[Entries taken from a collection]

-=-=-

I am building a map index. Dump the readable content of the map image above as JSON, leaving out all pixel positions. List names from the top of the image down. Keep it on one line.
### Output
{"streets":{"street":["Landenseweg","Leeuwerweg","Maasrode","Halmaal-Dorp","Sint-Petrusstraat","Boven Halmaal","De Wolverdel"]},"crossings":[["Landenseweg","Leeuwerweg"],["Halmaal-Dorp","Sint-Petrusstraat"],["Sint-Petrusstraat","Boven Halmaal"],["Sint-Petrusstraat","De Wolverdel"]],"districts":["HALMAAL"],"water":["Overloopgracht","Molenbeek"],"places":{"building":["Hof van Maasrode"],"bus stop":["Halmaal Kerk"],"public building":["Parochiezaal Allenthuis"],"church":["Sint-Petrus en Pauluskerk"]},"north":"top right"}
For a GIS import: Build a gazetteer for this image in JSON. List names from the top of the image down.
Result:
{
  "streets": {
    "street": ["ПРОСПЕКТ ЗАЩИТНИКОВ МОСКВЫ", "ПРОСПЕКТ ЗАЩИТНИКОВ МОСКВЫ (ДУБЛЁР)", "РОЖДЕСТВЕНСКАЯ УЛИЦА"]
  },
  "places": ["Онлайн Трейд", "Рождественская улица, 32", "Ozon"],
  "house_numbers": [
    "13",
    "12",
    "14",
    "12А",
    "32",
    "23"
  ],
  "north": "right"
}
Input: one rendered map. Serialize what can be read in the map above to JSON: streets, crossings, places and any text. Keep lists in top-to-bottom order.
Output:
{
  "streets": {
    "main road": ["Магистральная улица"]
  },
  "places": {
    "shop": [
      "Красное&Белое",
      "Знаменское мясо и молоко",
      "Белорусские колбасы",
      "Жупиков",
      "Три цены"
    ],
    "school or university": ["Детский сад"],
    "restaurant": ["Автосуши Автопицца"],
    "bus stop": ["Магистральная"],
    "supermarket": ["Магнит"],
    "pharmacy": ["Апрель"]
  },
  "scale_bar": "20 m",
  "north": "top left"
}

-=-=-

* _ABOUT THIS TASK_:
Exactly as they appear, restate all of the entries.

* _COMPLETED TASK_:
I am building a map index. Dump the readable content of the map image above as JSON, leaving out all pixel positions. List names from the top of the image down. Keep it on one line.
### Output
{"streets":{"street":["Landenseweg","Leeuwerweg","Maasrode","Halmaal-Dorp","Sint-Petrusstraat","Boven Halmaal","De Wolverdel"]},"crossings":[["Landenseweg","Leeuwerweg"],["Halmaal-Dorp","Sint-Petrusstraat"],["Sint-Petrusstraat","Boven Halmaal"],["Sint-Petrusstraat","De Wolverdel"]],"districts":["HALMAAL"],"water":["Overloopgracht","Molenbeek"],"places":{"building":["Hof van Maasrode"],"bus stop":["Halmaal Kerk"],"public building":["Parochiezaal Allenthuis"],"church":["Sint-Petrus en Pauluskerk"]},"north":"top right"}
For a GIS import: Build a gazetteer for this image in JSON. List names from the top of the image down.
Result:
{
  "streets": {
    "street": ["ПРОСПЕКТ ЗАЩИТНИКОВ МОСКВЫ", "ПРОСПЕКТ ЗАЩИТНИКОВ МОСКВЫ (ДУБЛЁР)", "РОЖДЕСТВЕНСКАЯ УЛИЦА"]
  },
  "places": ["Онлайн Трейд", "Рождественская улица, 32", "Ozon"],
  "house_numbers": [
    "13",
    "12",
    "14",
    "12А",
    "32",
    "23"
  ],
  "north": "right"
}
Input: one rendered map. Serialize what can be read in the map above to JSON: streets, crossings, places and any text. Keep lists in top-to-bottom order.
Output:
{
  "streets": {
    "main road": ["Магистральная улица"]
  },
  "places": {
    "shop": [
      "Красное&Белое",
      "Знаменское мясо и молоко",
      "Белорусские колбасы",
      "Жупиков",
      "Три цены"
    ],
    "school or university": ["Детский сад"],
    "restaurant": ["Автосуши Автопицца"],
    "bus stop": ["Магистральная"],
    "supermarket": ["Магнит"],
    "pharmacy": ["Апрель"]
  },
  "scale_bar": "20 m",
  "north": "top left"
}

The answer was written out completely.